Larry wanted to make sure everyone saw the view from his campsite.


Condor and Sage got underway headed for Pruth Bay and 
its short trail to ocean beaches.  Greywolf followed later in the day.

Saturday, August 1, 2015

Even more dogzz per nautical mile than usual

July 10th

When boating with A Dog, you get to meet....Dogzz. 


Stunning two year old Maggie stopped to visit Greywolf shortly after we returned by ferry from Alert Bay.  Maybe her Poodle Sense told her that a cousin was on board.

The girls looked very similar, except Maggie was groomed and brushed,
 while Allie was sporting her salt water conditioned kinky curls.

Alas, Molly could not stay…  
You can see that Allie is already back into Hoovering  Mode.

Next stop: (see above)
 Port McNeill and Port Hardy are only 22 miles apart. Most cruising boats would not stop at both towns prior to rounding Cape Caution or heading to Cape Scott to circumnavigate Vancouver Island.  But we had A Reason To Visit.

 
It was not to see the wooden carrot on Port Hardy’s waterfront, although it IS unique.









And it was not to look for The Dogzz and Dog Lovers who provided attention and treats when we stopped last August.



It was not even see if this wonderful kit was still available at "The Source" where we bought our Telus hot spot last year.  
I so regretted not buying it. Only $19.99.


                           It was to visit......


We love Hardy Buoys smoked salmon and look for it in each grocery store we visit on the BC coast.  It occurred to us last year that we were actually IN Port Hardy….

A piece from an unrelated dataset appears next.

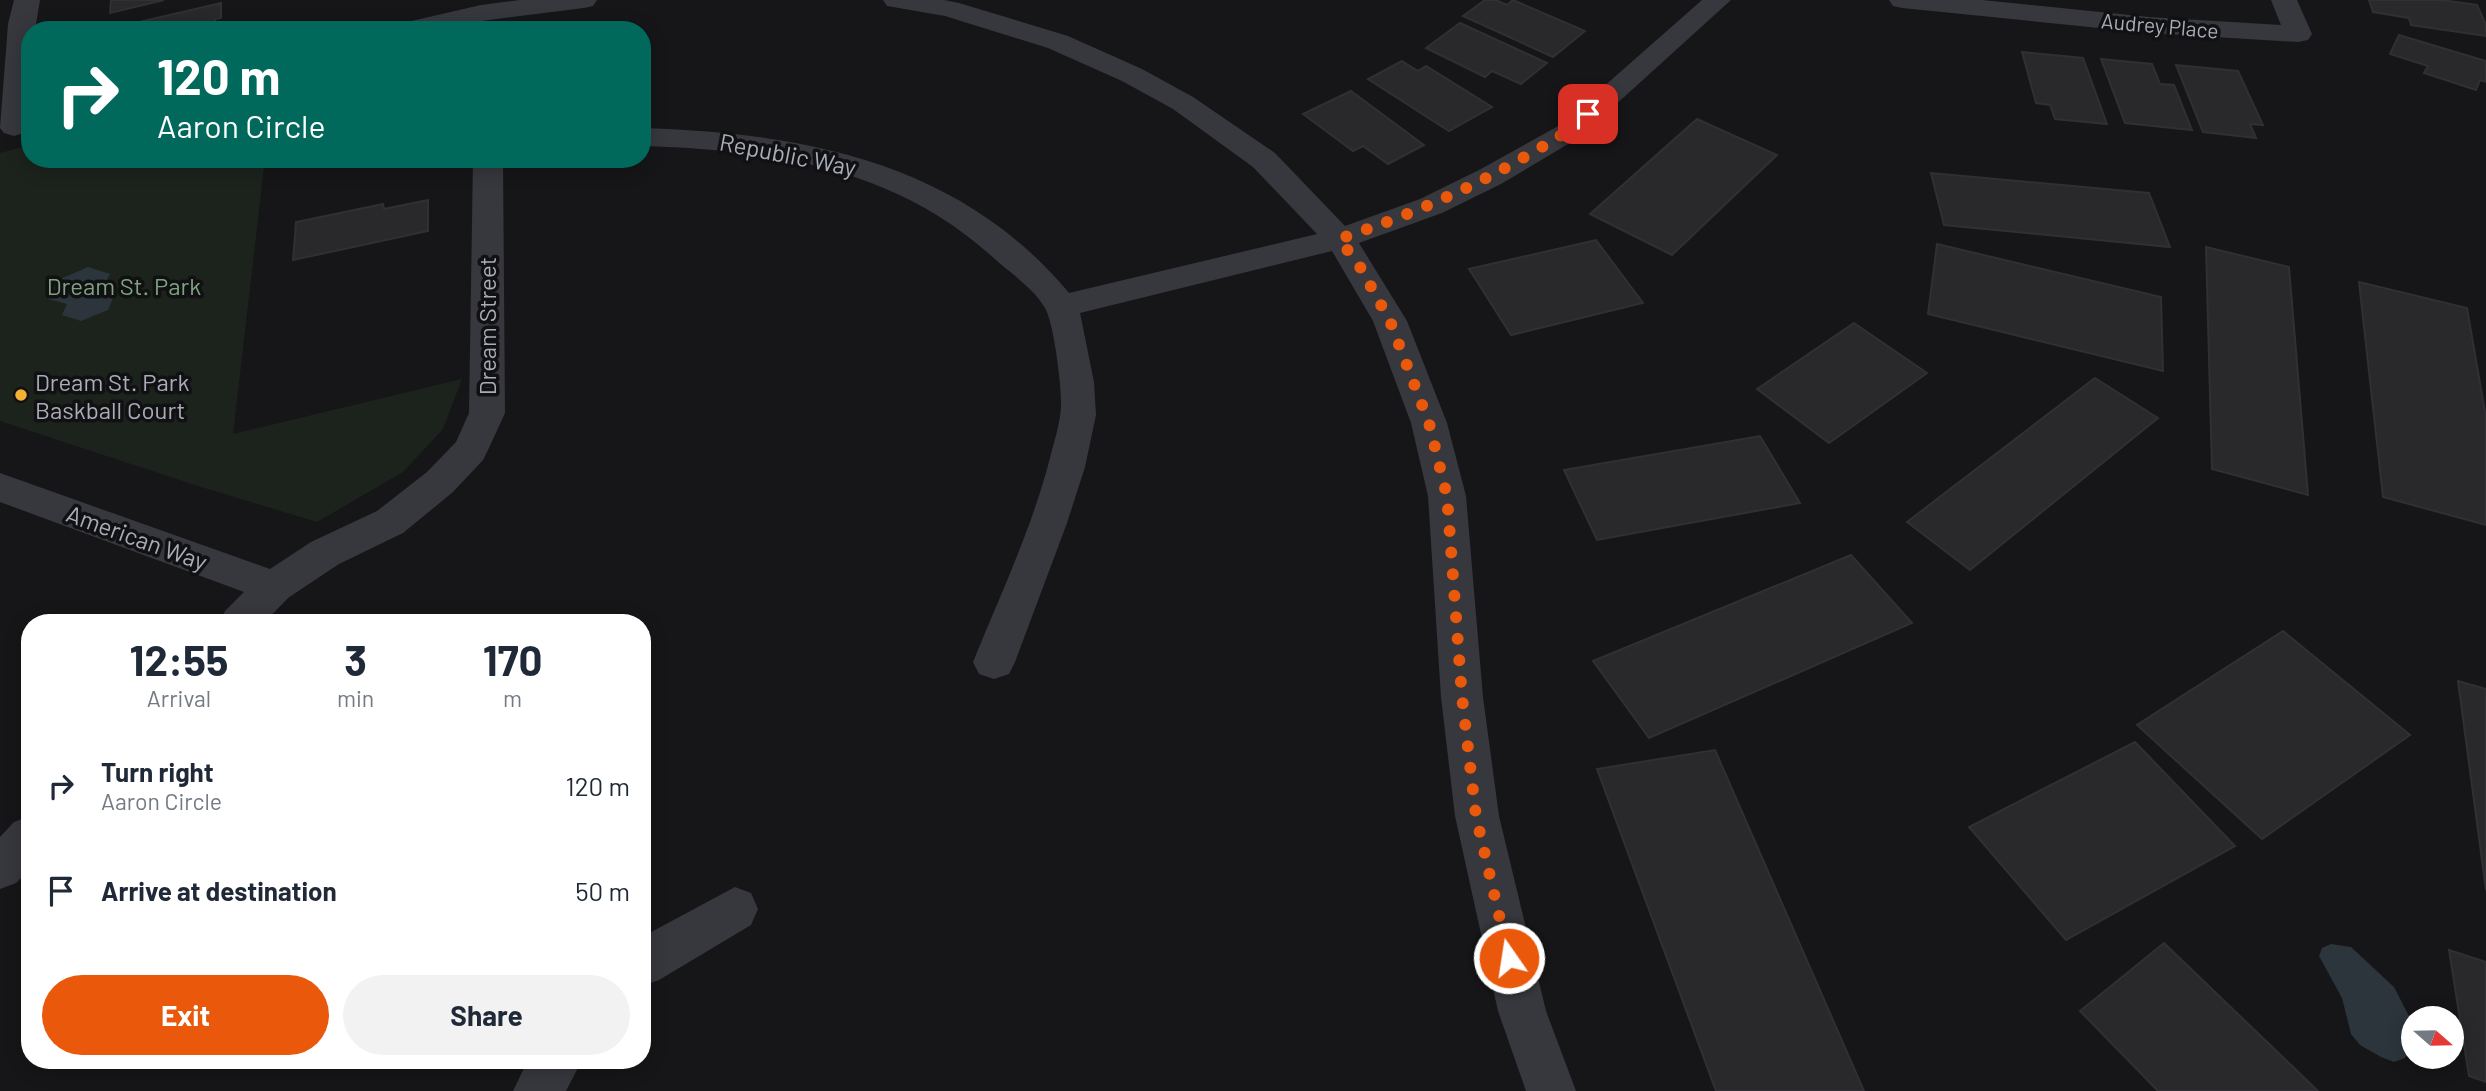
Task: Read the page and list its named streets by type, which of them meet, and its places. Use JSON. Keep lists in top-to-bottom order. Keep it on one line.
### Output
{"streets":{"street":["Audrey Place","Republic Way","Dream Street","American Way"]},"crossings":[["Dream Street","American Way"]],"parks":["Dream St. Park"],"places":["Dream St. Park Baskball Court"],"north":"right","page":{"turn":["120 m","Aaron Circle"],"eta":["12:55","Arrival","3","min","170","m"],"list":[{"name":"Turn right","note":"Aaron Circle","value":"120 m"},{"name":"Arrive at destination","value":"50 m"}],"buttons":["Exit","Share"]}}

The factory and its outlet store were within walking distance of the marina. (Walking distance is always relative, eh?.)  The Outlet Store was selling ten pound boxes of assorted flavors for $79. ‘End of the season…making room in their freezers.   We found room in our freezer.

Hardy Buoys is a great success story:  in 1994 a sports fisherman, wanting to supplement his utility company income, recognized a need for a seasonal seafood locker for the many sports fishermen who descend on Port Hardy each summer.  Someone suggested adding a smoke house, and demand for their smoked salmons grew rapidly. 

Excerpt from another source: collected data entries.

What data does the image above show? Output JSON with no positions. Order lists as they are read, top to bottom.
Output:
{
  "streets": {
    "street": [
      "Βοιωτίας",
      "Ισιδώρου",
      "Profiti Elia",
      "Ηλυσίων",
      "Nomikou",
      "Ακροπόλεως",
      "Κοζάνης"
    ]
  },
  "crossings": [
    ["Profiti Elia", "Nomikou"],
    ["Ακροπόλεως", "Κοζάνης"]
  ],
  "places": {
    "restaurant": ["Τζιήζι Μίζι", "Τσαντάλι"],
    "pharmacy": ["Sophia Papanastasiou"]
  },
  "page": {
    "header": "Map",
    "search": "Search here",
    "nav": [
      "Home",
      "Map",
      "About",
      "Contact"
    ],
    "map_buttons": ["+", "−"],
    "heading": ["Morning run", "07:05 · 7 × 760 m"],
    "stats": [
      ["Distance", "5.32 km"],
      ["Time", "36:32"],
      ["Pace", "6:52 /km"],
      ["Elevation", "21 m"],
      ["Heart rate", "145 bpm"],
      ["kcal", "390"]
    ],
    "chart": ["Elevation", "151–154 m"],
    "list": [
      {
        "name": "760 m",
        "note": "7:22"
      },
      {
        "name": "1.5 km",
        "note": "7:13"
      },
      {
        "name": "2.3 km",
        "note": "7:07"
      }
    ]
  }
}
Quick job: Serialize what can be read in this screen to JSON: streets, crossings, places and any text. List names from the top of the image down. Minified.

Hardy Buoys now employs 65 people year round (75 in the summer) and is one of the largest employers in Port Hardy, housed in a 50,000 square foot facility.  

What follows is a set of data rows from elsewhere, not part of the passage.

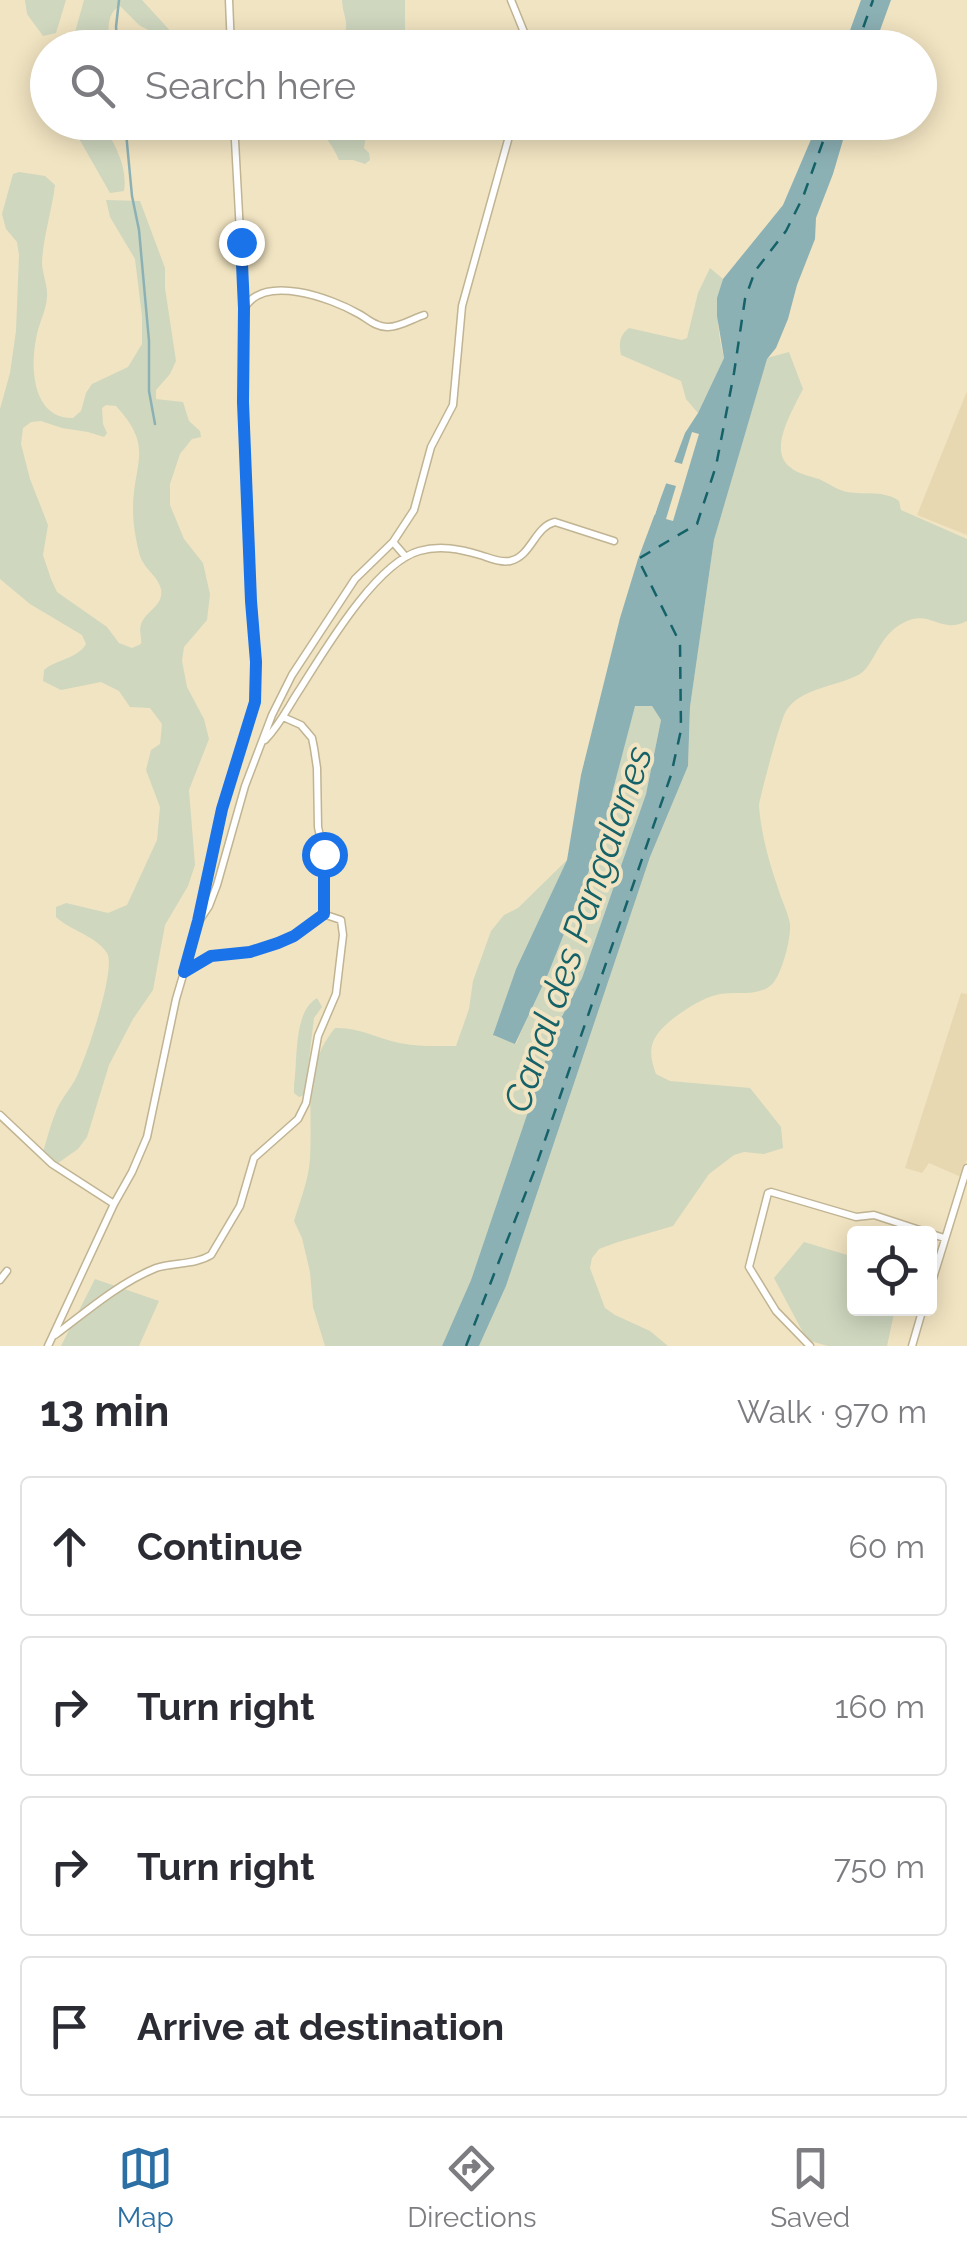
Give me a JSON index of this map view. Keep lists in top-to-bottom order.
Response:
{
  "water": ["Canal des Pangalanes"],
  "page": {
    "search": "Search here",
    "heading": ["13 min", "Walk · 970 m"],
    "list": [
      ["Continue", "60 m"],
      ["Turn right", "160 m"],
      ["Turn right", "750 m"],
      "Arrive at destination"
    ],
    "nav": ["Map", "Directions", "Saved"]
  }
}
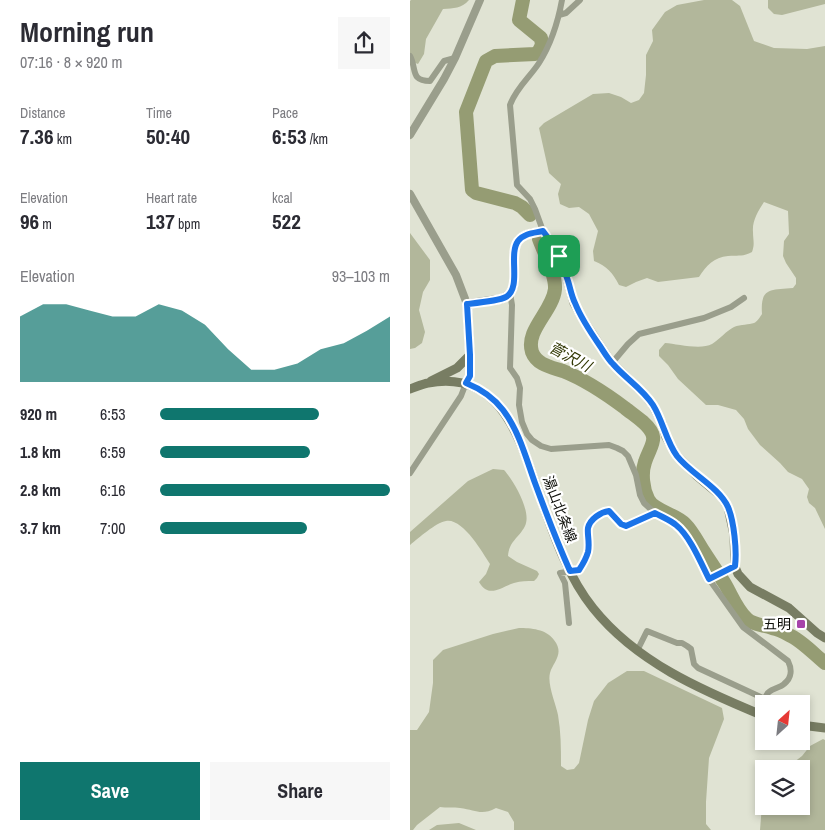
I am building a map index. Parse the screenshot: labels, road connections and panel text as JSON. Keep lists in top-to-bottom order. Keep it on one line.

Their smoked salmon is sold in stores all across Canada.  But, alas, not is the US of A.


Not only were there no Dogzz on the docks at Quartermaster Marina this year, there were almost no docks on the docks.  The marina seems to be catering to the sports fishing trade.  Fishermen who are paying hundreds of dollars a day to out with a guide don’t really care what the docks look like.

Greywolf will go to the Port Authority docks on her return trip.  



Leaving Port Hardy

After all of the 80-90 weather, we were once again back
into wet weather that made us happy we were no longer sailors.
We left Port Hardy early enough to give Allie plenty of beach play time at Port Alexander, our jumping-off point for rounding Cape Caution the following day. Port Alexander is not a town.  Not even a small one.  It is a well-protected bay with a lovely beach.  A rare combination north of the Gulf Islands.



The RAIN foiled our plans. No dinghy launch.  No beach romp.  Allie pouted when asked to help chart our course for rounding Cape Caution the following day.